Your assignment:
Output the full listing again without altering anything.

########################################

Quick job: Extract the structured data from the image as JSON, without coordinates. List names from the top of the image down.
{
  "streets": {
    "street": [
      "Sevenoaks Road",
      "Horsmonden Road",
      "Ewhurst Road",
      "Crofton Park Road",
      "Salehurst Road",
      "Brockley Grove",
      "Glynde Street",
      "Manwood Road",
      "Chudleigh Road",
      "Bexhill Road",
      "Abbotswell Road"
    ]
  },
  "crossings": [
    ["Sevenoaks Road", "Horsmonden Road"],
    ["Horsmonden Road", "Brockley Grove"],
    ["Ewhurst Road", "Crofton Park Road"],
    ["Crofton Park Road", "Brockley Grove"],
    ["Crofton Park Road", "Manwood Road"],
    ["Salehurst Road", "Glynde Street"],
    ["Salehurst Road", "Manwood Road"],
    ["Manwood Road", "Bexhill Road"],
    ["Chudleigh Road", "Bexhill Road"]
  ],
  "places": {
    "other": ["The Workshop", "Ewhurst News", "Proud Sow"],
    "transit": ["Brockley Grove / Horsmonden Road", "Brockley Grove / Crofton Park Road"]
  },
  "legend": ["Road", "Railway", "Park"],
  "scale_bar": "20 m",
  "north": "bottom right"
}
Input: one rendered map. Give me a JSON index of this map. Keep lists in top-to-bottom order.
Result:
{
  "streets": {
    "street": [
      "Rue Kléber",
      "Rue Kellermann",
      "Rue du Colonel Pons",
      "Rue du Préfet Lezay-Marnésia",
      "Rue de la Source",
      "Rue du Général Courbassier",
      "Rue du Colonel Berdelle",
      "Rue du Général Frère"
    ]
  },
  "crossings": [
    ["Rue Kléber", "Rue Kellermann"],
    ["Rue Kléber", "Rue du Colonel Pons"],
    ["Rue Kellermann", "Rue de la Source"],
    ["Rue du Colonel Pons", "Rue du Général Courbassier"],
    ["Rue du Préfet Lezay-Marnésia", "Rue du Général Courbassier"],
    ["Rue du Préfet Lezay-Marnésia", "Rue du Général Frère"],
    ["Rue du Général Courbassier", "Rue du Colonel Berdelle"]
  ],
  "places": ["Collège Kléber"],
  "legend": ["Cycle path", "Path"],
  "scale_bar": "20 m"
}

########################################

Exercise response:
Quick job: Extract the structured data from the image as JSON, without coordinates. List names from the top of the image down.
{
  "streets": {
    "street": [
      "Sevenoaks Road",
      "Horsmonden Road",
      "Ewhurst Road",
      "Crofton Park Road",
      "Salehurst Road",
      "Brockley Grove",
      "Glynde Street",
      "Manwood Road",
      "Chudleigh Road",
      "Bexhill Road",
      "Abbotswell Road"
    ]
  },
  "crossings": [
    ["Sevenoaks Road", "Horsmonden Road"],
    ["Horsmonden Road", "Brockley Grove"],
    ["Ewhurst Road", "Crofton Park Road"],
    ["Crofton Park Road", "Brockley Grove"],
    ["Crofton Park Road", "Manwood Road"],
    ["Salehurst Road", "Glynde Street"],
    ["Salehurst Road", "Manwood Road"],
    ["Manwood Road", "Bexhill Road"],
    ["Chudleigh Road", "Bexhill Road"]
  ],
  "places": {
    "other": ["The Workshop", "Ewhurst News", "Proud Sow"],
    "transit": ["Brockley Grove / Horsmonden Road", "Brockley Grove / Crofton Park Road"]
  },
  "legend": ["Road", "Railway", "Park"],
  "scale_bar": "20 m",
  "north": "bottom right"
}
Input: one rendered map. Give me a JSON index of this map. Keep lists in top-to-bottom order.
Result:
{
  "streets": {
    "street": [
      "Rue Kléber",
      "Rue Kellermann",
      "Rue du Colonel Pons",
      "Rue du Préfet Lezay-Marnésia",
      "Rue de la Source",
      "Rue du Général Courbassier",
      "Rue du Colonel Berdelle",
      "Rue du Général Frère"
    ]
  },
  "crossings": [
    ["Rue Kléber", "Rue Kellermann"],
    ["Rue Kléber", "Rue du Colonel Pons"],
    ["Rue Kellermann", "Rue de la Source"],
    ["Rue du Colonel Pons", "Rue du Général Courbassier"],
    ["Rue du Préfet Lezay-Marnésia", "Rue du Général Courbassier"],
    ["Rue du Préfet Lezay-Marnésia", "Rue du Général Frère"],
    ["Rue du Général Courbassier", "Rue du Colonel Berdelle"]
  ],
  "places": ["Collège Kléber"],
  "legend": ["Cycle path", "Path"],
  "scale_bar": "20 m"
}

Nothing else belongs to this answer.